Memorandum by the Assistant Secretary of State for Inter-American Affairs (Miller) to the Regional Planning Adviser ( Halle )

top secret

I have read the attached memo1 and I believe first that it is desirable to have some sort of document as this cleared around in the Government for the purpose of establishing the importance of Latin America. However, I have a number of questions of substance about it.

[Page 626]

It seems to me first of all that in analyzing the course of U.S.-L.A. relations the paper is somewhat uneven and that it demonstrates in parts an excessive tendency to put on the hair shirt. It seems to me that what has occurred in U.S.-Latin American relations is not so much that we have left undone what we should have done in regard to this part of the world, but rather we have assumed more duties in other parts of the world. As the paper clearly points out at the beginning, the Good Neighbor Policy was virtually our sole foreign program during the 1930s. This fact and the consequential high-level attention devoted to Latin America in this Government created an exaggerated and extreme sense of self-importance on the part of individuals connected with Latin American Governments. The wartime period was characterized by intense wooing of the Latin Americans which, if not carried on at a correspondingly high level, was sufficiently intense so as to compensate for the dilution of our high-level attention as we went into other parts of the world. While our activities in Latin America have diminished in intensity in recent years as compared with the wartime period, our programs of technical cooperation, information and educational exchange, and economic cooperation (loans) are far more intense than they were during the 1930s. I believe this point should be stressed. I consequently disagree with the thesis expressed, for example, in the last two sentences of page 24 that we have not been doing enough in Latin America and that this is because of a limitation on our resources and relative priorities.

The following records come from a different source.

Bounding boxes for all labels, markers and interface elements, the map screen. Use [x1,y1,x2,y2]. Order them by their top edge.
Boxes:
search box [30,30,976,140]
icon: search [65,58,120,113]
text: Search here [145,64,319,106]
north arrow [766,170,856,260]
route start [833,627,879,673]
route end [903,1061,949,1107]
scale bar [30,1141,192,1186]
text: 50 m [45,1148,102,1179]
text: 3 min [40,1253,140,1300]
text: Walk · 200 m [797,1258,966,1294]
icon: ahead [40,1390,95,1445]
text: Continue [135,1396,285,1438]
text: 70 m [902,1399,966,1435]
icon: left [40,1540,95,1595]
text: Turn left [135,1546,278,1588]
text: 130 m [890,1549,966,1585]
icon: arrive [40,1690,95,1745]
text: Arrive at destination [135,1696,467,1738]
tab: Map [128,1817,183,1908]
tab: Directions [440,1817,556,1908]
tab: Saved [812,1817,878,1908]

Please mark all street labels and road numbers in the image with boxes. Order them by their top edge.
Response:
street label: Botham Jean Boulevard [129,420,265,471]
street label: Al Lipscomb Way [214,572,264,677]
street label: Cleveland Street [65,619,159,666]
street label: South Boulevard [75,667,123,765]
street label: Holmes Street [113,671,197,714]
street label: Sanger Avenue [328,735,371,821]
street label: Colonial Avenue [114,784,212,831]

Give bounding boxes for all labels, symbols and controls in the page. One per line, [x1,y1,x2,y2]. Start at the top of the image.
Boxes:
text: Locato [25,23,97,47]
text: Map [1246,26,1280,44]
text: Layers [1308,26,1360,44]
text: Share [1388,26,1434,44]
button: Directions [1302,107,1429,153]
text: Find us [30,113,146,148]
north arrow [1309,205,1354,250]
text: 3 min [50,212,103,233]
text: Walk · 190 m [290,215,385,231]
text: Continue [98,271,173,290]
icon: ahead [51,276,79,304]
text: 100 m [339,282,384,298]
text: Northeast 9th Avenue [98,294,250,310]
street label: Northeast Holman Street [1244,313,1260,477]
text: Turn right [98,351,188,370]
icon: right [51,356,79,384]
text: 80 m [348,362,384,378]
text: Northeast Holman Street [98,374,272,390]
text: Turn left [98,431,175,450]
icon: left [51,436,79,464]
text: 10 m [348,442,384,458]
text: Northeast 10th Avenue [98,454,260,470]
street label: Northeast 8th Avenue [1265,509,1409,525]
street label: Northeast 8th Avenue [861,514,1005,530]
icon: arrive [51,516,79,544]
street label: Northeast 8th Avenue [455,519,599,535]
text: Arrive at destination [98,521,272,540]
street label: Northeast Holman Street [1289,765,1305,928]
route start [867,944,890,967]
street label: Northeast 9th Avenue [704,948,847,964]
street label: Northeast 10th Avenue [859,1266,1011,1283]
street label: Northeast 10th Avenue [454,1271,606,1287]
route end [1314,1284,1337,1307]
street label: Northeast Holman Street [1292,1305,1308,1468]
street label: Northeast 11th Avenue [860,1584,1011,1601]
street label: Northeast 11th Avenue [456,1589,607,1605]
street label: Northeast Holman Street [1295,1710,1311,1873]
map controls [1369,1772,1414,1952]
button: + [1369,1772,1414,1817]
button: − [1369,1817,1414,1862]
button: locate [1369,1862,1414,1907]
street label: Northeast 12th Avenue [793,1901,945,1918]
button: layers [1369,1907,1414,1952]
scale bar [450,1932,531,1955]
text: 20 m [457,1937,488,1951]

I also believe that the paper does not adequately differentiate between the points of view of individuals in governments and newspapermen on the one hand and the public at large on the other. In this sense I believe that our relations with the people of Latin America are better than the paper would indicate.

I believe that the paper overstressed alleged “demoralization” and “lack of self-respect” on the part of Latin America. I do not, for example, believe that there is any such concept whatever in our relations with Peru, Chile, Argentina, Uruguay, Colombia, Venezuela, Cuba and a number of other countries.2 Our relations with Mexico today seem to be adequately good allowing for factors which are permanent in our relations with Mexico. Our relations with Panama are always troubled by friction resulting from the particular situation of the Canal, but we are certainly in better shape with Panama than we have ever been. Nor have we achieved this at the cost of handouts as in earlier days of the Good Neighbor Policy. This problem of self-pity therefore largely resolves itself into a Brazilian [Page 627] problem3 and I personally do not believe that we will have much difficulties in overcoming this problem as soon as we get our economic program under way and in the incoming administration in office.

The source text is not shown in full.